Segment Start: Material provided

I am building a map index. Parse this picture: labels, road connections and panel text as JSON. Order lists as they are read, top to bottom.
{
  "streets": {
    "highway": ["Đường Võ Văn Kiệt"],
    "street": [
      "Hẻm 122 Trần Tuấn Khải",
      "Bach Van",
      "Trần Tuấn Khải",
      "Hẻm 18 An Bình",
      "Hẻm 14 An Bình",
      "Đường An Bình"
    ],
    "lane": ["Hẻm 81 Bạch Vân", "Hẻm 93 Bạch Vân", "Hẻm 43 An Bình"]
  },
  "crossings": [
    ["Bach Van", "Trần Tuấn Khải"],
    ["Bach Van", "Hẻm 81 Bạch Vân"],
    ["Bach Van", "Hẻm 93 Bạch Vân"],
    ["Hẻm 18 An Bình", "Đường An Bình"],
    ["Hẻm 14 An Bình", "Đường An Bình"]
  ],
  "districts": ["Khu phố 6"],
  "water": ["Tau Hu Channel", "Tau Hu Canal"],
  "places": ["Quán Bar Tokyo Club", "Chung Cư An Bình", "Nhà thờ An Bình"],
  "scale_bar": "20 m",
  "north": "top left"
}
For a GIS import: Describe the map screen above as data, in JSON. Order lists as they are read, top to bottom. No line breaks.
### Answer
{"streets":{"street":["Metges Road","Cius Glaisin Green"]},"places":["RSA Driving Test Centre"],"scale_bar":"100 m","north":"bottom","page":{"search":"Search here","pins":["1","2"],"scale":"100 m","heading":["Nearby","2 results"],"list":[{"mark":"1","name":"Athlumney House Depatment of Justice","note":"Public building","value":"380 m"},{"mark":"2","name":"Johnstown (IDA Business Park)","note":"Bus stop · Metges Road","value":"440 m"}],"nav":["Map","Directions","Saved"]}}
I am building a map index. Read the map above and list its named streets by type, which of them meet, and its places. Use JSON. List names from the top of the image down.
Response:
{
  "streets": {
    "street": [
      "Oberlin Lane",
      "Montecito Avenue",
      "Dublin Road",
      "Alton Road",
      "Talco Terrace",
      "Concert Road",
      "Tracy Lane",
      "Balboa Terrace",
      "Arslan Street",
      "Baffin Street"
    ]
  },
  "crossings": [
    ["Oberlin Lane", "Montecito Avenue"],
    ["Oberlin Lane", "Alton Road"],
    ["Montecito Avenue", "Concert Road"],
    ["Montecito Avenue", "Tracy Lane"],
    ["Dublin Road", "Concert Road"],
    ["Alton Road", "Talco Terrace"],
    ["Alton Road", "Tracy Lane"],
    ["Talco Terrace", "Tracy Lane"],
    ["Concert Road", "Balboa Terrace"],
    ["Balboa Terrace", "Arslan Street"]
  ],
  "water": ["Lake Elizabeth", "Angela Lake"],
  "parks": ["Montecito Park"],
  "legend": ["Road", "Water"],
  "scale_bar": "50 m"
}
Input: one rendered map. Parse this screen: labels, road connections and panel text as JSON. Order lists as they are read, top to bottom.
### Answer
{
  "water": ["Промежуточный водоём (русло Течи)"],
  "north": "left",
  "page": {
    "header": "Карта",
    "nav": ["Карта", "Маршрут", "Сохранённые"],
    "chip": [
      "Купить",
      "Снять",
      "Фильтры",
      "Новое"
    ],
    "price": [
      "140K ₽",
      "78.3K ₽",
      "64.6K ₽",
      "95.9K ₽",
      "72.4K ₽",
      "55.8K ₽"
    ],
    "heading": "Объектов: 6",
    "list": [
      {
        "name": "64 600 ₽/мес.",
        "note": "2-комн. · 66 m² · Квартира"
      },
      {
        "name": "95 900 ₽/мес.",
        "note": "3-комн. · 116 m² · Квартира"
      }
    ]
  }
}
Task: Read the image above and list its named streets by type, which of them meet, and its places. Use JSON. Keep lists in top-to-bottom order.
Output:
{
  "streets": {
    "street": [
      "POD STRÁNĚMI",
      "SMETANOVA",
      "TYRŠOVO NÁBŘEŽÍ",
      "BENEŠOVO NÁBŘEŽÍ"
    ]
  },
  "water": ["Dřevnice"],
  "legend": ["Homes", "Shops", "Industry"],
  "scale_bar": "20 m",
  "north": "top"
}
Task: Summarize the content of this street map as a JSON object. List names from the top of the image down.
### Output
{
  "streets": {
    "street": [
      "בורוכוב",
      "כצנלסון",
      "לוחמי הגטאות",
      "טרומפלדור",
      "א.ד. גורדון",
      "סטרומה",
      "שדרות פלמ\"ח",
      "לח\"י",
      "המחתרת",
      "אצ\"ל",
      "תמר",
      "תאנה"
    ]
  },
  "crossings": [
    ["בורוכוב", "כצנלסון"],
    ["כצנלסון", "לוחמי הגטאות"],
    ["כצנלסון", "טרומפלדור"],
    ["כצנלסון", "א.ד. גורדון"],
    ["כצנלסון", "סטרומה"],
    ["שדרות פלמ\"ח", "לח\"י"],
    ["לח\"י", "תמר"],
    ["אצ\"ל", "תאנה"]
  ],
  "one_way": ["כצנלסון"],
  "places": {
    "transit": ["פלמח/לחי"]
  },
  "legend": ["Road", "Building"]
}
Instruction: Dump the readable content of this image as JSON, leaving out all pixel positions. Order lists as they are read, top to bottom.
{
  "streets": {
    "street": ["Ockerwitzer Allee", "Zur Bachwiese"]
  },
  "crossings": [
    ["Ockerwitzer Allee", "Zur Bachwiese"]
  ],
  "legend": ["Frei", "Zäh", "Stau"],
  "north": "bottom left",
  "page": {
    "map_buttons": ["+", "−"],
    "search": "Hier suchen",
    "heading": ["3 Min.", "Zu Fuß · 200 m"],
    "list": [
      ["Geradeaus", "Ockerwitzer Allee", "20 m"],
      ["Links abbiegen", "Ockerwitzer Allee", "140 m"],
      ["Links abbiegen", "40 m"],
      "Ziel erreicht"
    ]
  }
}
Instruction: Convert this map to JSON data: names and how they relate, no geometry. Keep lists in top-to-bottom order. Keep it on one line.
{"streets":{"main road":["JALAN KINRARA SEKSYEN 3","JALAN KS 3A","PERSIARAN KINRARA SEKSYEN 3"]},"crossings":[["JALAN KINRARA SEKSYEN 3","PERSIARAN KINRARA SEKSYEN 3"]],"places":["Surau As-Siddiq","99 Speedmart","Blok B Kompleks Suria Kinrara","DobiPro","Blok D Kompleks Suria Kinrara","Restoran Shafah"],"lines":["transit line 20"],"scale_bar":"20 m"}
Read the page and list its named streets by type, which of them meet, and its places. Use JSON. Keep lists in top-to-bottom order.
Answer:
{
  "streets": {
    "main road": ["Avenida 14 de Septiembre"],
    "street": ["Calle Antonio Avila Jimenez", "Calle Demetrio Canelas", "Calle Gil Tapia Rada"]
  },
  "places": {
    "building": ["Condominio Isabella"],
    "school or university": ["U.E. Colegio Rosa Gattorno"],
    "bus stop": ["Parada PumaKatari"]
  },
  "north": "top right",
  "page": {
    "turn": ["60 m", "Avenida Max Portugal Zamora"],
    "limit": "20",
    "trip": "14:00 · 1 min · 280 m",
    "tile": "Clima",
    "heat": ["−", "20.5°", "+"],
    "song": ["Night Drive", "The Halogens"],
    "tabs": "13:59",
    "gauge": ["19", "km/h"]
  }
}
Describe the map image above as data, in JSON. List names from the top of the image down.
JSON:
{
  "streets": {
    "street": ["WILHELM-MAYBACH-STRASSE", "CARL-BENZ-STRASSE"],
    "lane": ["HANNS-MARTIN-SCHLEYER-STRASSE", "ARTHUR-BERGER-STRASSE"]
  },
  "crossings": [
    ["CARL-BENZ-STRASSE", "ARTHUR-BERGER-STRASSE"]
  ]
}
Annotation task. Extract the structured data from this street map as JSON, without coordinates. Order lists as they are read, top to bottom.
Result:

Segment End: Material provided

Search the data for "screen" and list every line in which it occurs.

For a GIS import: Describe the map screen above as data, in JSON. Order lists as they are read, top to bottom. No line breaks.
Input: one rendered map. Parse this screen: labels, road connections and panel text as JSON. Order lists as they are read, top to bottom.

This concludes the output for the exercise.